L'uomo è, per Dio, una passione in grado di attraversare l'eternità.

"Nessuno... dalla mia mano"; "nessuno... dalla mano del Padre mio": sono le mani che hanno dispiegato i cieli e gettato le fondamenta della terra, mani di vasaio sull'argilla dell'Eden, mani di creatore su Adamo addormentato per far nascere Eva; mani inchiodate alla croce per un abbraccio che non può più terminare.

Nessuno ci separerà da queste mani: sono parole per darci coraggio, soprattutto nei momenti di prova. È l'esperienza dei tanti testimoni della fede di cui ci parla il libro dell'Apocalisse: una moltitudine immensa proveniente da ogni popolo. Sono testimoni in piedi (quindi vivi come l'Agnello), davanti all'Agnello (in relazione con Cristo), avvolti da vesti bianche (quindi partecipi della resurrezione) e portano palme nelle mani (segno della vittoria sul male e della pienezza della vita). Da sottolineare il particolare "lavaggio" delle vesti di questa moltitudine. Esse rimangono candide, bianche, pure, pur passando per il colore rosso del sangue dell'Agnello che è Cristo. È segno che, se ci doniamo a Dio, la grande prova del dolore diventa la porta per la gioia della visione di Dio.

Come bambini ci aggrappiamo forte a quella mano che non ci lascerà cadere.

S. Agostino, commentando il Salmo 39, ci rassicura e, nello stesso tempo, ci mette in guardia: "Il Signore ha cura di te, stai tranquillo. Ti sostiene colui che ti ha fatto, non cadere dalla mano del tuo creatore; se cadrai dalla mano del tuo artefice ti spezzerai" (S. Agostino, Esposizioni sui Salmi, 39, 27).

"Sì, nelle tue mani affido la mia vita". Allora Dio stesso mi verrà incontro tergendo le lacrime dai miei occhi.

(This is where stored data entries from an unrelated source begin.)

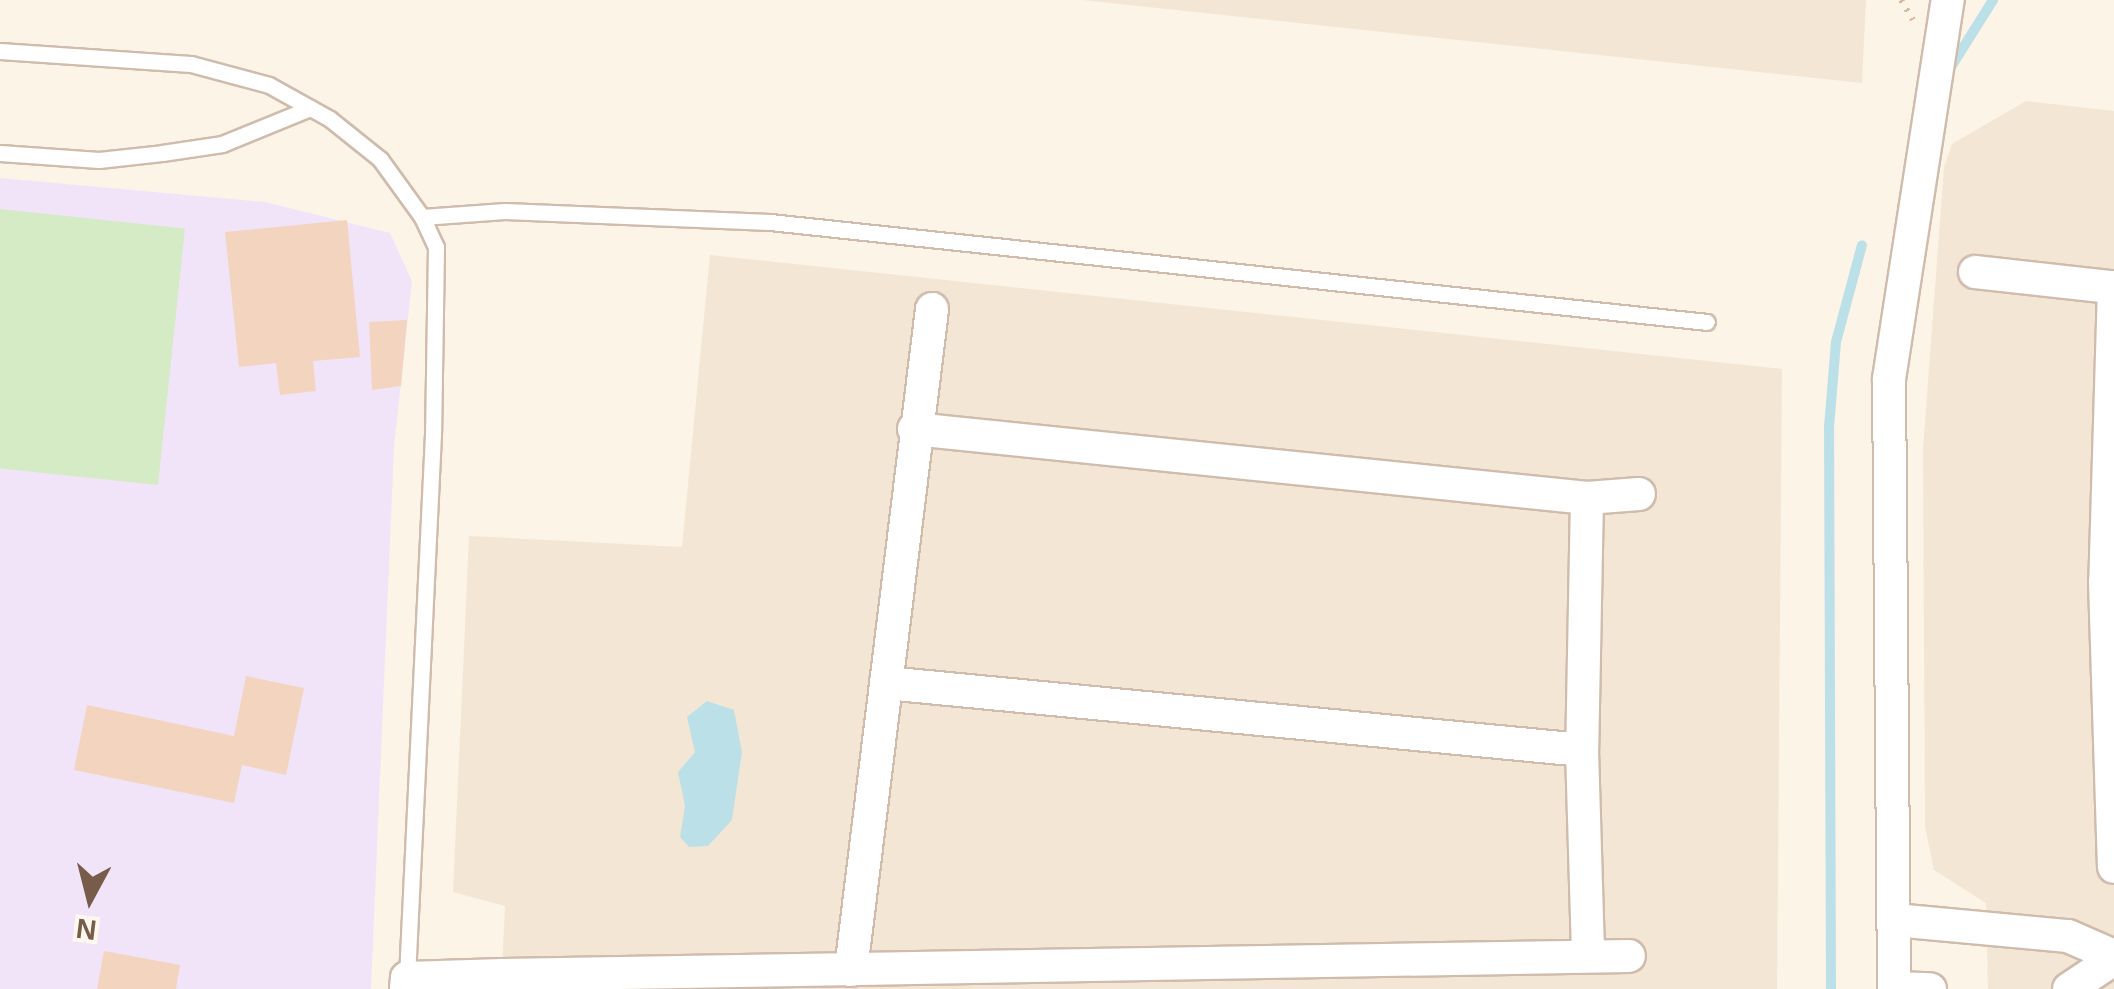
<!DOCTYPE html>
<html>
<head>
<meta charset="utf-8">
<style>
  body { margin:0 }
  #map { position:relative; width:2114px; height:989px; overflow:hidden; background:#fcf4e7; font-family:Arial,sans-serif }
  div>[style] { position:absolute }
  .residential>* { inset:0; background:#f4e6d5 }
  .education>* { inset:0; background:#f1e4f9 }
  .green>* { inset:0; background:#d4ebc5; transform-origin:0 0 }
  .water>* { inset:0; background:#bbe0e7 }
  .stream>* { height:10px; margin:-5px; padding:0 5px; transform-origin:5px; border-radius:5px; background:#bbe0e7 }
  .building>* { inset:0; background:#f2d4bf }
  .path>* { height:6px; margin-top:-3px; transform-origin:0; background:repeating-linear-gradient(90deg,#d7b7a1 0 2.5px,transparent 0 10.5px) }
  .roads { filter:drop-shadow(2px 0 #cfbcad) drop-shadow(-2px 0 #cfbcad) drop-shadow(0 2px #cfbcad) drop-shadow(0 -2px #cfbcad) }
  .lane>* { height:15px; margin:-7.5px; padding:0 7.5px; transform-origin:7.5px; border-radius:7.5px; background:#fff }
  .street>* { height:32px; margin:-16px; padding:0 16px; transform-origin:16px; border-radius:16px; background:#fff }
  span { translate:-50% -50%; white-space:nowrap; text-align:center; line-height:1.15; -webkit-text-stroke:8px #fff8ee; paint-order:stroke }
  .north { position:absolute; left:40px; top:849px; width:100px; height:100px; -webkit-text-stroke:8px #fff8ee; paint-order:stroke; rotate:187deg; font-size:28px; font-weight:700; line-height:40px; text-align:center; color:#775b4b }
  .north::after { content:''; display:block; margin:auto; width:35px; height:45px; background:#775b4b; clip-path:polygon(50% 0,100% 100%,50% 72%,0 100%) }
</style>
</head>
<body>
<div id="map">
  <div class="residential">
    <div style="clip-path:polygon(1082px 0,1866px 0,1862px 83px)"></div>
    <div style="clip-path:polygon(2026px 101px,2114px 111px,2114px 989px,1988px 989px,1986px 903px,1934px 870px,1925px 827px,1923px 449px,1944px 167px,1952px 144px)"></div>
    <div style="clip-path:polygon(710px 255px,1782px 369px,1777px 989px,501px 989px,505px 906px,453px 892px,469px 536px,682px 547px)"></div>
  </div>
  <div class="education">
    <div style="clip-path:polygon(0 178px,265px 202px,390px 233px,412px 281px,394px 447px,371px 989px,0 989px)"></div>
  </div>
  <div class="green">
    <div style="left:0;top:209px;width:186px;height:258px;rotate:6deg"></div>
  </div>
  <div class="water">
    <div style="clip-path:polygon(707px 701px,734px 710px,742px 752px,732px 820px,708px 846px,689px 847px,680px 837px,685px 806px,678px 772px,695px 752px,687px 717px)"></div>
  </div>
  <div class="stream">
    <div style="left:1949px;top:70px;width:83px;rotate:-57.8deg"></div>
    <div style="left:1831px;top:989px;width:562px;rotate:-90.2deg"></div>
    <div style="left:1829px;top:427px;width:85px;rotate:-85.3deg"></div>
    <div style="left:1836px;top:342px;width:100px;rotate:-75deg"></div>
  </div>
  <div class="building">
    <div style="clip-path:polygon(347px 220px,360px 357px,313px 361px,316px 391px,280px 395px,276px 363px,239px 367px,225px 232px)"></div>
    <div style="clip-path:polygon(407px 320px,401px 386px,372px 390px,369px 322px)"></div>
    <div style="clip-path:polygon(246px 676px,304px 688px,286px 775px,242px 765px,234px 803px,74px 770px,87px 705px,234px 736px)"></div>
    <div style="clip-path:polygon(104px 951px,180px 965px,176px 989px,97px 989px)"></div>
  </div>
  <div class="path">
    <div style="left:1901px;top:0;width:23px;rotate:59deg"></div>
  </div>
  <div class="roads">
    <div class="lane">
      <div style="left:0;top:51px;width:191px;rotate:3.9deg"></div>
      <div style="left:191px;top:64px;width:81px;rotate:15.1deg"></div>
      <div style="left:269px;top:85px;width:70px;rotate:29.1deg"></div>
      <div style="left:330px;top:119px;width:64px;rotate:38.7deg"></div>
      <div style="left:380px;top:159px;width:72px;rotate:54.1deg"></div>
      <div style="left:422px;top:217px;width:33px;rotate:65deg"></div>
      <div style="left:436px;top:247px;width:187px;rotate:90.9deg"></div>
      <div style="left:433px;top:434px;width:545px;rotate:92.74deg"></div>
      <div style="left:0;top:153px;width:99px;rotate:4deg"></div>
      <div style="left:99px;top:160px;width:63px;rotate:-6.3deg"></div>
      <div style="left:162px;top:153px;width:61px;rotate:-8.5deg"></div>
      <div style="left:222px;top:144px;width:95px;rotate:-22.2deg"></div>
      <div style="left:422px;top:217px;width:83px;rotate:-4.1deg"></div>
      <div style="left:505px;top:211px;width:265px;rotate:2.4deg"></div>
      <div style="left:770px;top:222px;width:942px;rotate:6.09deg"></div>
    </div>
    <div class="street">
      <div style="left:1975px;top:272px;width:137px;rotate:6.3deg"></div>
      <div style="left:2114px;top:287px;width:295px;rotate:91.7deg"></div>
      <div style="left:2105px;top:582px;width:285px;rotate:88.2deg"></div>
      <div style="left:914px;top:429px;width:677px;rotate:5.85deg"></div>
      <div style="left:1587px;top:498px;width:52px;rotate:-4.4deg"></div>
      <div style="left:1587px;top:498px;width:252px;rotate:91.1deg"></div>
      <div style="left:1582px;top:750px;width:206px;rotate:88.3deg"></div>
      <div style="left:886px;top:683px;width:699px;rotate:5.5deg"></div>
      <div style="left:1895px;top:920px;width:174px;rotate:5.3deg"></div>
      <div style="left:2068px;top:936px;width:50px;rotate:23.5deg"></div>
      <div style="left:851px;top:970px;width:666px;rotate:-83.01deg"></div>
      <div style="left:1894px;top:988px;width:36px;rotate:2deg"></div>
      <div style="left:406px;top:989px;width:11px;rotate:-85deg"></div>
      <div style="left:407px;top:978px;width:95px;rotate:-1.8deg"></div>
      <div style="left:502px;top:975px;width:1127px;rotate:-0.97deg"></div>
      <div style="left:1894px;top:989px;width:610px;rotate:-90.47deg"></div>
      <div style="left:1889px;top:379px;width:384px;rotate:-81.2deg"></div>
      <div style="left:2069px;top:989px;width:54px;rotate:-33.7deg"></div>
    </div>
  </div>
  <div class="north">N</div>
</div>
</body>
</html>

Scenda allora sopra ognuno di noi questa antica benedizione gaelica: "La strada ti venga sempre dinanzi, e il vento soffi alle tue spalle e la rugiada bagni l'erba su cui poggi i passi. E il sorriso brilli sul tuo volto e il cielo ti copra di benedizioni. Possa una mano amica tergere le tue lacrime nel momento del dolore. Possa il Signore Iddio tenerti sul palmo della mano fino al nostro prossimo incontro".